It’s friends-at-first-sight for Jessie and Annie, proving the old adage that opposites attract. Shy, anxious Jessie would give anything to have Annie’s beauty and confidence. And Annie thinks Jessie has the perfect life, with her close-knit family and killer grades. They're BFFs…until suddenly they're not.

Told through alternating points of view, How It Ends is a wildly fast but deeply moving read about a friendship in crisis. Set against a tumultuous sophomore year of bullying, boys and backstabbing, the novel shows what can happen when friends choose assumptions and fear over each other.


 
Guest Post

I’ll never forget the first time I heard one of my students say, “I don’t have girl friends. I’d rather hang out with guys. Girls are too much drama.” The years melted away and I could see myself saying those same things as a teen. I’d been burned by a few friends by then – snarky comments and cruel rumours, the betrayal of confidences, phone calls that were never returned as a close friend turned her back on me…I was done with trying to navigate the rocky waters of female friendship. I had one close friend who was a girl, and I kept my distance from all the others. I didn’t want the drama, I told myself.

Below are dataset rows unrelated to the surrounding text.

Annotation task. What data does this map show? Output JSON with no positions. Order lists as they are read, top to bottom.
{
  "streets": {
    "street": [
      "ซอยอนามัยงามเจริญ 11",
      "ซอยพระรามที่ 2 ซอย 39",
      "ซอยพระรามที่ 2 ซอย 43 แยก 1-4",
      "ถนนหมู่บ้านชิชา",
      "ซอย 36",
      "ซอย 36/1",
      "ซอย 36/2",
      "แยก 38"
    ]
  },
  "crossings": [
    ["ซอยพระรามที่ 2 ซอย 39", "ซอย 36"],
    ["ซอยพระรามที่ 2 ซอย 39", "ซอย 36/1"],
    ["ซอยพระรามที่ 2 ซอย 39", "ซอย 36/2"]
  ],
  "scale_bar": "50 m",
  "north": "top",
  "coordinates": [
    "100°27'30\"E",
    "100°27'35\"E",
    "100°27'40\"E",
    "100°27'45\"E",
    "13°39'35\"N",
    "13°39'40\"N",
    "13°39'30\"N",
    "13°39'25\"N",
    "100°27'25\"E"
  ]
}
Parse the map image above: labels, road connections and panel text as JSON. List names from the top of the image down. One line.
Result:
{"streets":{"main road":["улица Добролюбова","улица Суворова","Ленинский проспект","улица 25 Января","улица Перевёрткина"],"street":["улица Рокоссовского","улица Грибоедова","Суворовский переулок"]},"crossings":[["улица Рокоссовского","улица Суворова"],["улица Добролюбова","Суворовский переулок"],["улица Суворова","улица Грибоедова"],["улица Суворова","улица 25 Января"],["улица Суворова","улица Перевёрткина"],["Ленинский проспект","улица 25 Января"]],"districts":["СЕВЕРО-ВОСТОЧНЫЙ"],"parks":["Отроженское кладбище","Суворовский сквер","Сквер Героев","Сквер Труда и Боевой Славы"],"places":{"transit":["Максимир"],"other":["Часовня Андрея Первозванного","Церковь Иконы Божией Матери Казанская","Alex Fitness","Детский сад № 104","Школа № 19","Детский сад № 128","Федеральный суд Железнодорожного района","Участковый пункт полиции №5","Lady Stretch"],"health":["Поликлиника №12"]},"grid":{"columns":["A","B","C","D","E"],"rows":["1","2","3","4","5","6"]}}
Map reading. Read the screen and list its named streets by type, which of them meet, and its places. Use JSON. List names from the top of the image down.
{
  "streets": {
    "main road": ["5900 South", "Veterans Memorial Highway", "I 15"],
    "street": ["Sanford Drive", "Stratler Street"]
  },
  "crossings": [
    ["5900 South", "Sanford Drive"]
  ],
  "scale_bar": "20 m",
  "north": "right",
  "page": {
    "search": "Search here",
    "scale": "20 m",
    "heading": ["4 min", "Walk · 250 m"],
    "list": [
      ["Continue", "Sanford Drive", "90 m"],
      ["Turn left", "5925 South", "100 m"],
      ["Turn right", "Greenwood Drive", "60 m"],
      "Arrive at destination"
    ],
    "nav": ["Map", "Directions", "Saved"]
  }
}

It took years before I fully trusted other girls. I had a lot of female acquaintances after high school, but tended to keep them at arm’s length. We’d go out together, trade funny stories and typical complaints about our lives and relationships and jobs, but we never confided the deep stuff. I never told them about my doubts and fears and frustrations. I never admitted my failures, or exposed myself in any way that might open me up to the kinds of betrayals I’d experienced in high school. I thought that the best way to protect myself was to never show vulnerability.

I was wrong.

Years later, I suffered my first intense bout of depression. In counselling, I unloaded all those feelings and worries I’d been bottling up for years. And you know what my counsellor recommended? Friends. “You need to let go of your insecurities around trusting people and confide in close friends,” he told me. “We all need connection.”

So I gathered my courage, chose a handful of my female friends, and told them about the struggles I’d been experiencing. And that one small display of vulnerability had a miraculous effect. Instead of judging me, as I’d feared, my friends rallied around me and shared their own stories. The walls we’d built between us started to come down, and our friendships deepened. For the first time in a very long time, I experienced how life-changing close friendships can be.

So when my student expressed her frustration with other girls her age, I felt her pain and I knew exactly where she was coming from. But I also knew that there was much more to the story. Yes, female friendships in high school can be fraught with drama and betrayal, but that drama has more to do with high school and less with the value of friendships among girls. In high school, we’re still learning about relationships. We make mistakes, we hurt people, and we get hurt in return. But the solution is not to run away from female friendships, like I did. Don’t let a few bad experiences scare you away, I told her. Because true friendship is worth the risk.


Thank you for sharing this with us today Catherine! I think we can all relate in one way or another. I, myself have felt some anxiety over the years about having girl friends. I got along with guys more often than girls. But the few close girl friends I have now are totally worth it :)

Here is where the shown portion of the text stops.